Joseph Cultice
Members of the band (from left) Duke Erikson, Steve Marker, Shirley Manson and Butch Vig.
Until you actually spend time with This Is the Noise That Keeps Me Awake, it might be difficult to accept that Madison’s most famous band deserves the coffee table book treatment.
But this heavy-duty, 208-page collection of arresting professional photos, candid shots and oral histories featuring all four members proves Garbage is indeed worthy. In fact, the boldly designed pink-and-black book is almost as much fun to read as it is to look at.
The band’s story begins, of course, at unassuming Smart Studios — where producers Butch Vig, Steve Marker and Duke Erikson quietly made noisy records with local bands until word spread. Eventually, Nirvana and the Smashing Pumpkins came knocking.
Sonic experimentation led to Garbage, and the boys decided a female vocalist would complement their fuzzy, buzzy sound. Enter Shirley Manson, then the frontwoman for the fledgling Scottish band Angelfish. Garbage would be a short-term gig, almost all involved believed.
But when Garbage released its self-titled debut in 1995 to critical acclaim, the band became a phenomenon and quickly grew past the easy but inaccurate description of “three producers and a girl.”
This Is the Noise That Keeps Me Awake chronicles Garbage’s rise and brutal fall, which coincided with a sea change in the record business. (The band never broke up, according to the book, and released its sixth album, Strange Little Birds, in 2016.)
Garbage and co-author Jason Cohen don’t sugarcoat the dark years, and the book’s humor and candor reflect the band’s Midwestern roots. Even the reclusive Manson seems less mysterious these days.
Special sections throughout focus on Madison landmarks and lore — from the late, great Cafe Montmartre, where Garbage road-tested its earliest material, to The Edgewater Hotel, where Manson lived for many years, to a chronological listing of every band in which Vig, Erikson and Marker claim membership. (Hello, Spooner, Fire Town and Rectal Drip!)

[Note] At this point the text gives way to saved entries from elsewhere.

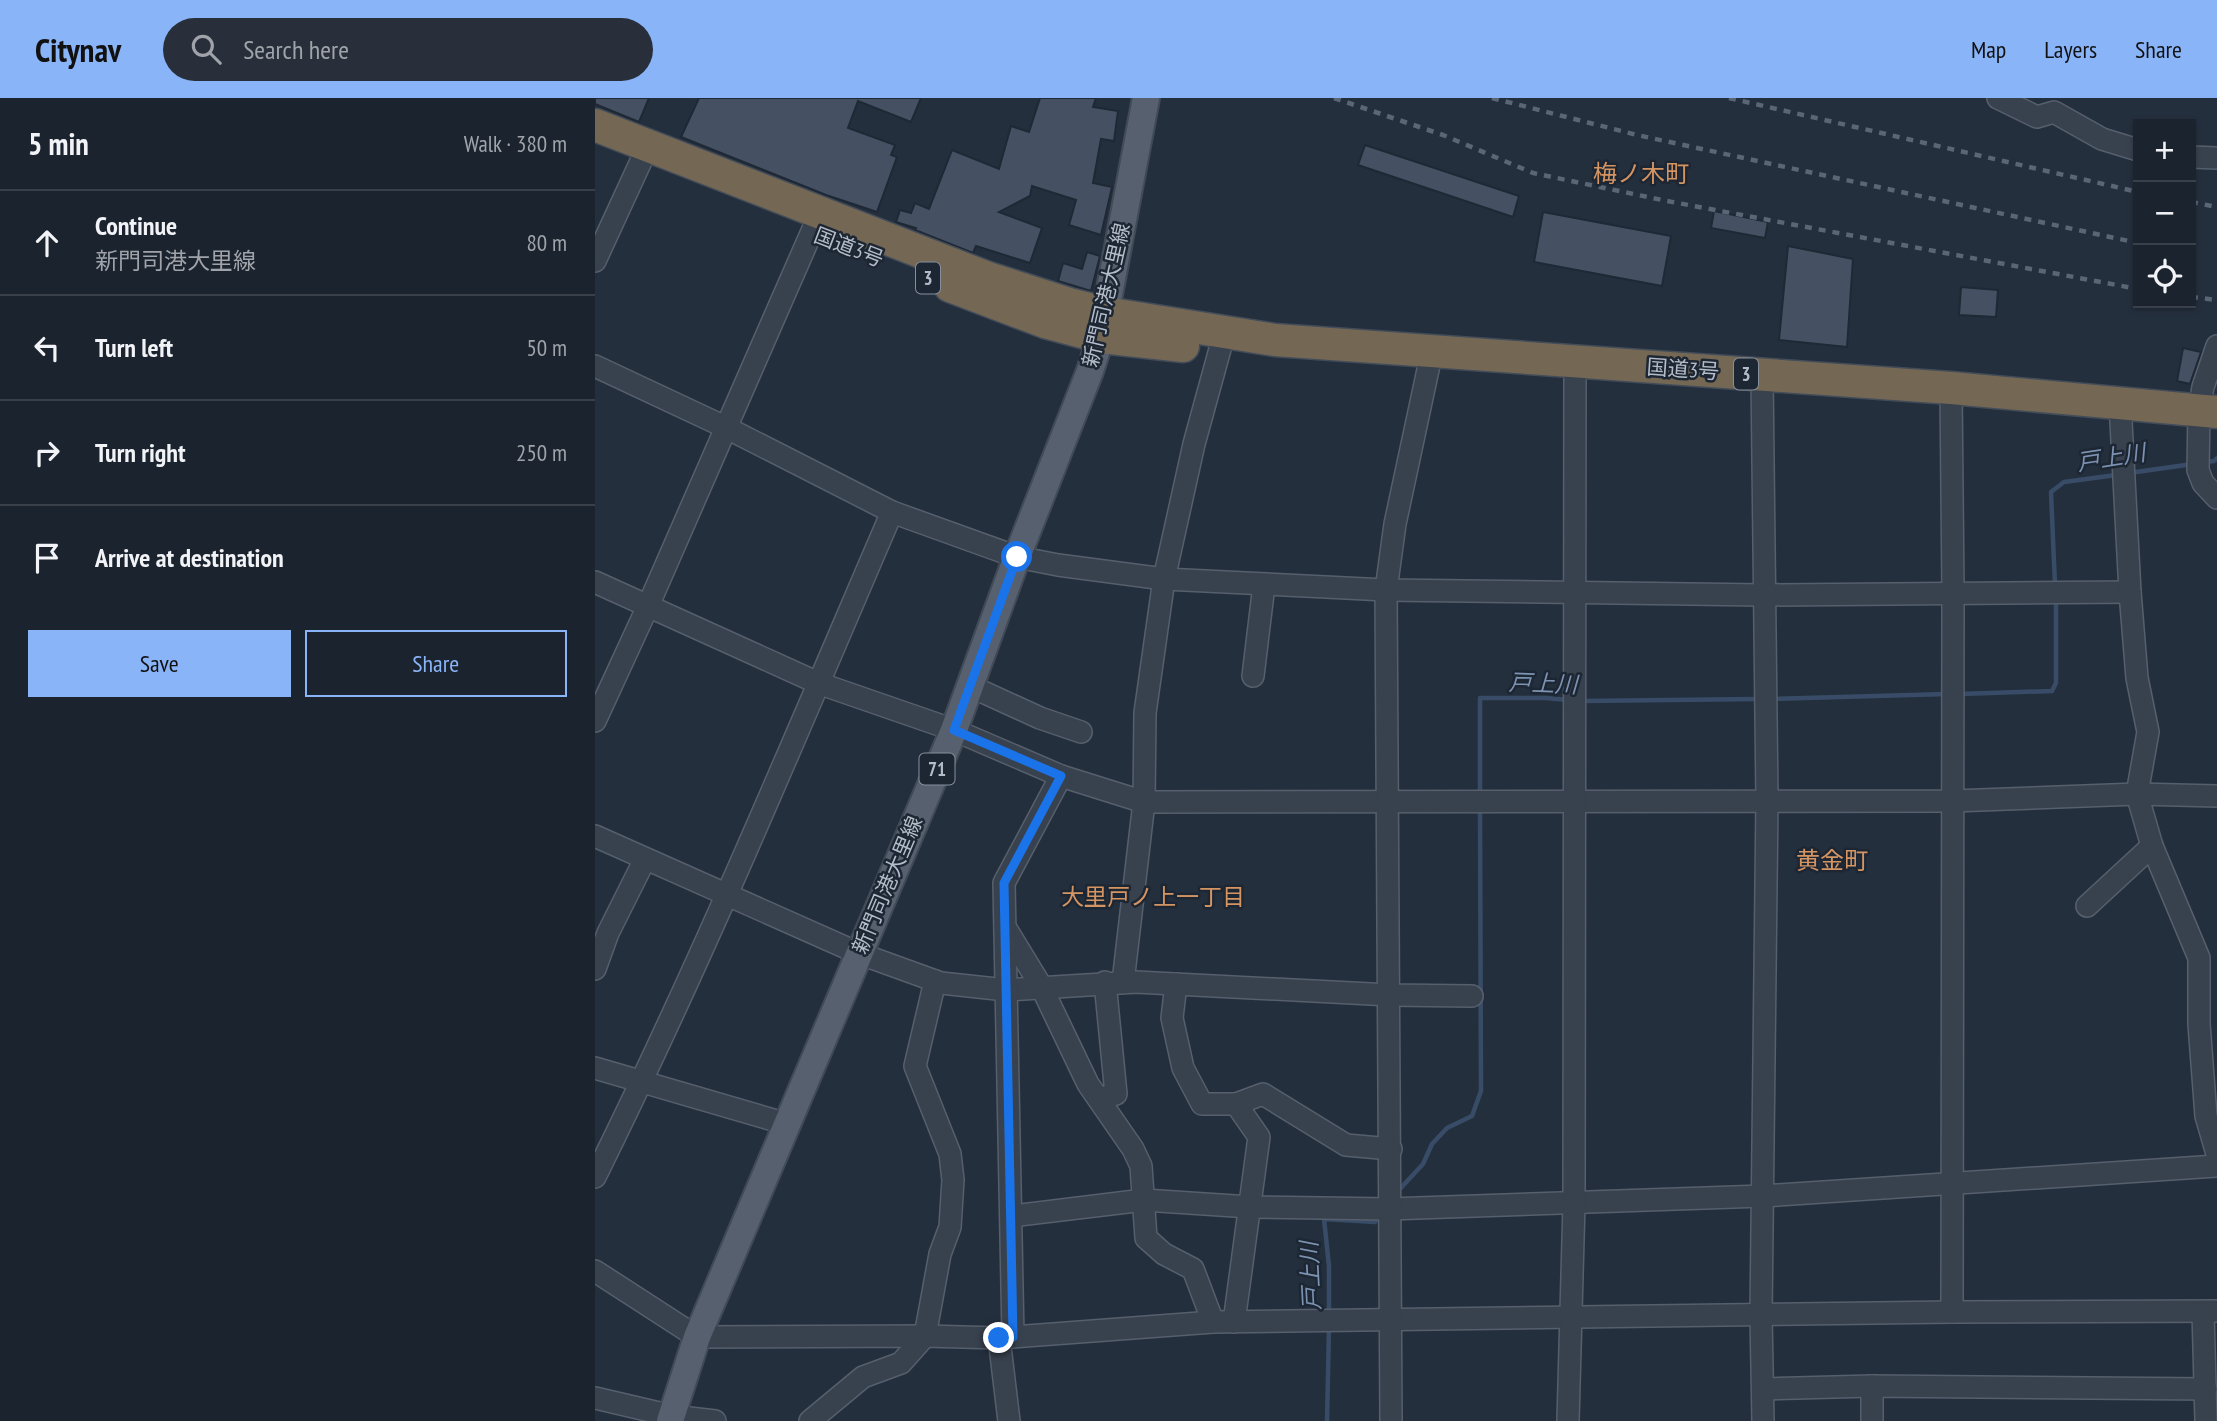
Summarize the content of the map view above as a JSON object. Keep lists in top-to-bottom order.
{
  "streets": {
    "highway": ["国道3号", "3"],
    "main road": ["新門司港大里線", "71"]
  },
  "crossings": [
    ["国道3号", "新門司港大里線"]
  ],
  "districts": ["梅ノ木町", "黄金町", "大里戸ノ上一丁目"],
  "water": ["戸上川"],
  "page": {
    "header": "Citynav",
    "search": "Search here",
    "nav": ["Map", "Layers", "Share"],
    "heading": ["5 min", "Walk · 380 m"],
    "map_buttons": ["+", "−"],
    "list": [
      ["Continue", "新門司港大里線", "80 m"],
      ["Turn left", "50 m"],
      ["Turn right", "250 m"],
      "Arrive at destination"
    ],
    "buttons": ["Save", "Share"]
  }
}
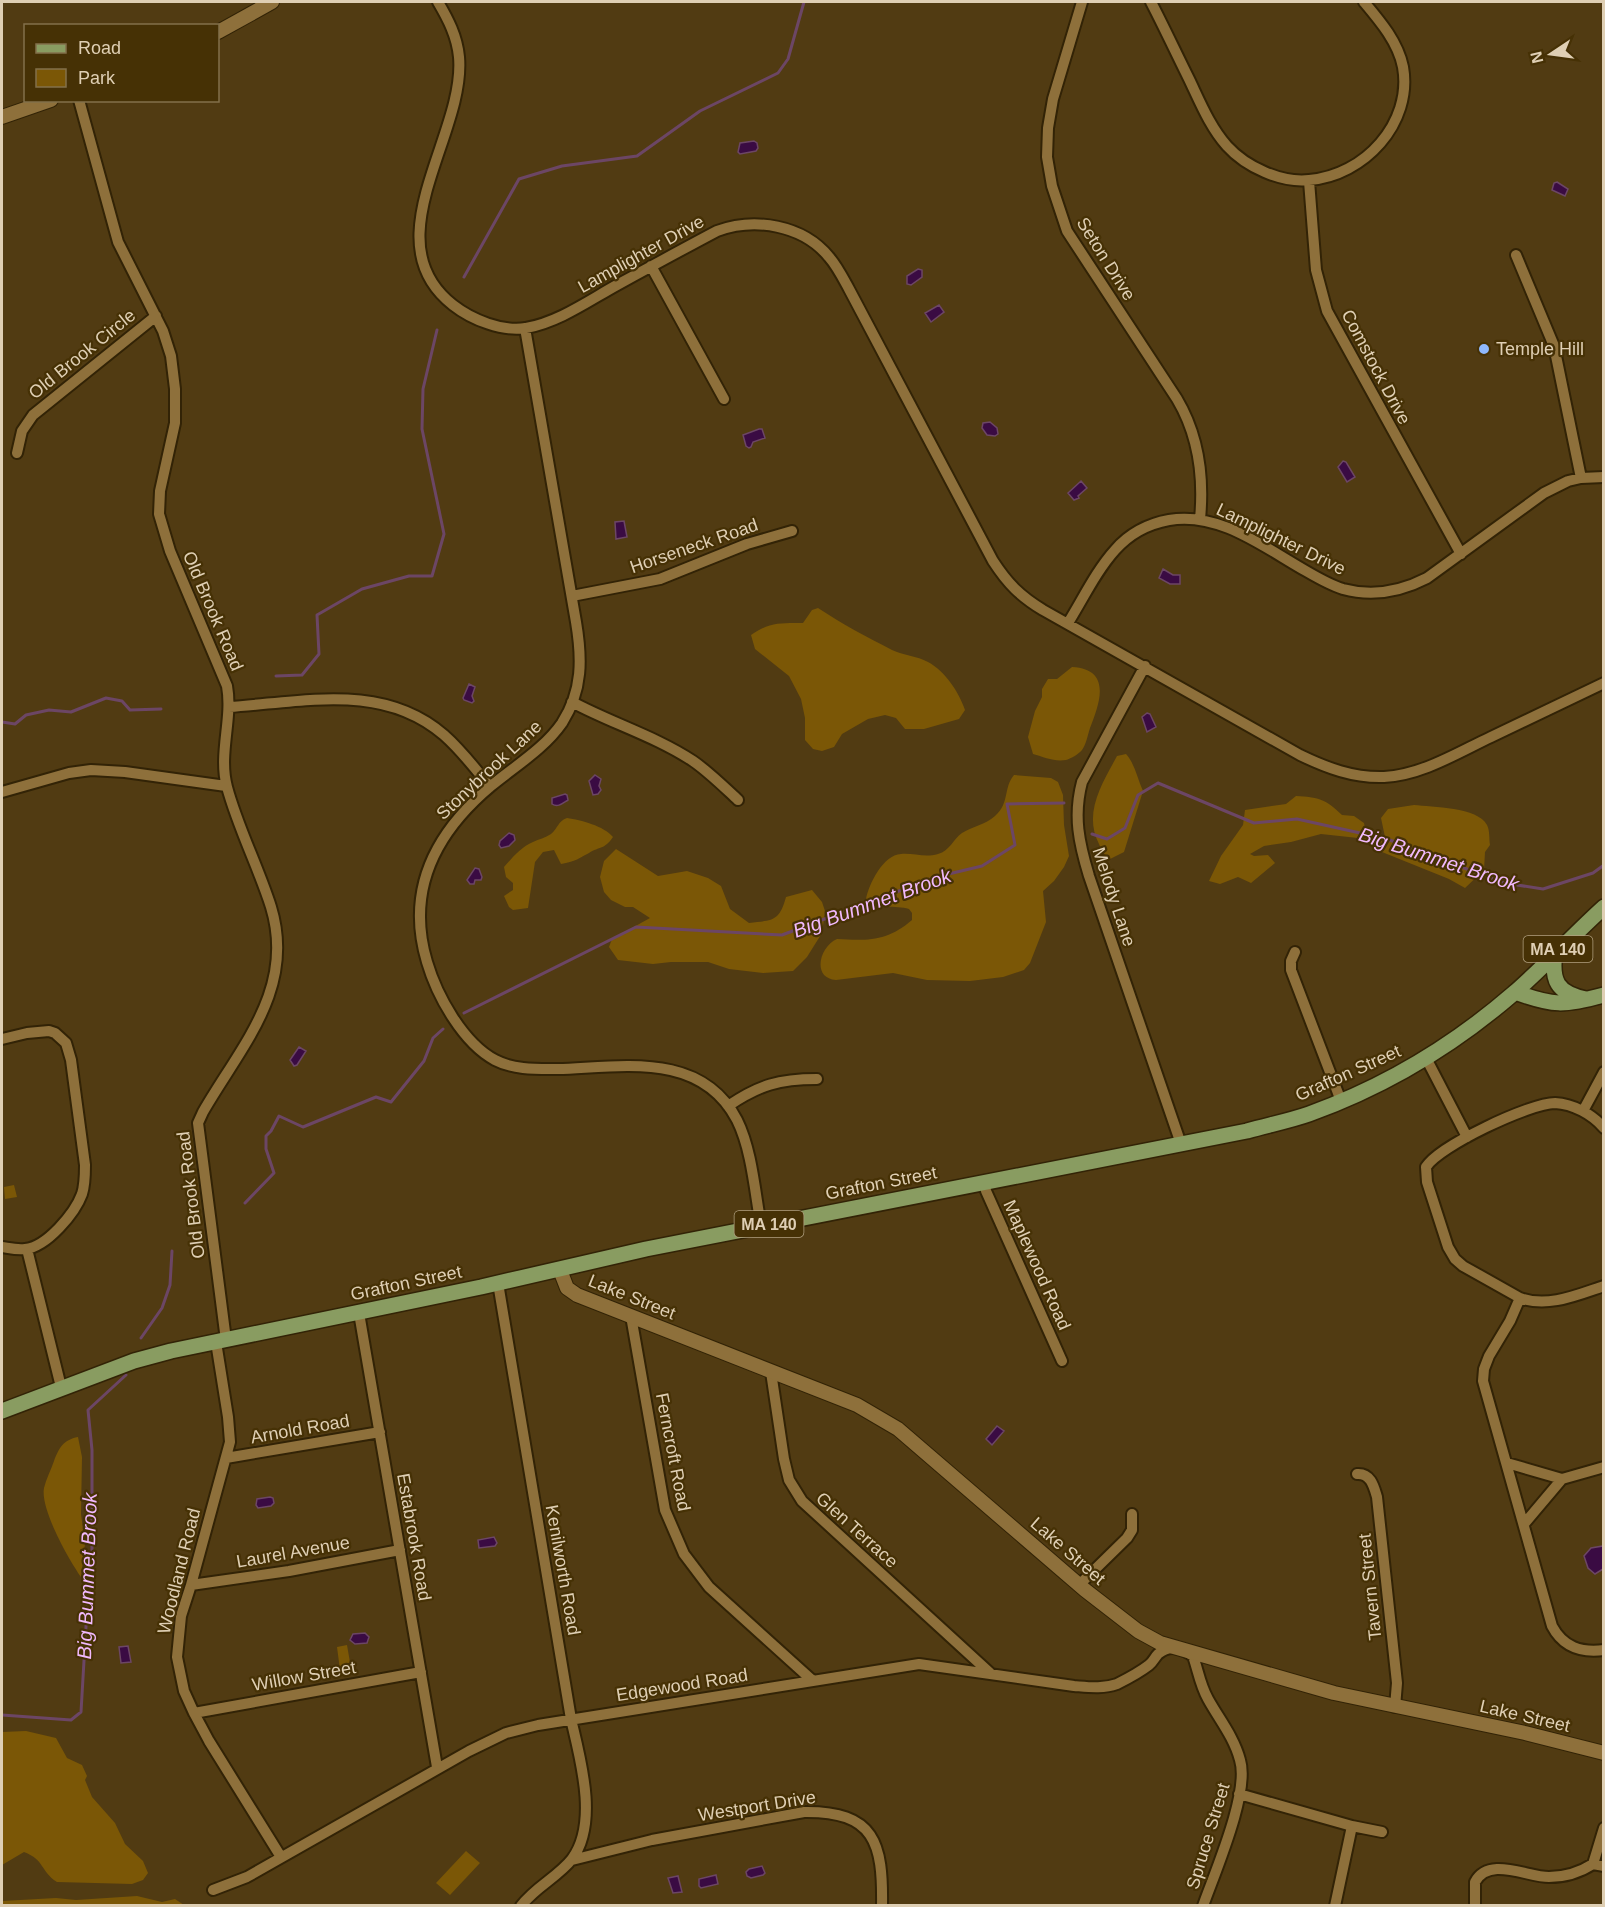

Additionally, recurring sidebars titled “Fill Your Glass With Garbage” provide cocktail recipes for the notoriously thirsty band’s most memorable drinks.
The book also makes multiple references to the fact that Garbage was older than most bands when they experienced international stardom; Manson turns 51 and Vig hits 62 this month, while Marker is 58 and Erikson is 66.
“I think if we had been young, we probably would have perceived it as, It’s going to go on forever,” Vig says in the book, referring to unexpected success. To which Erikson adds: “We probably would have partied way more than we actually did. Therefore, we would all be dead.”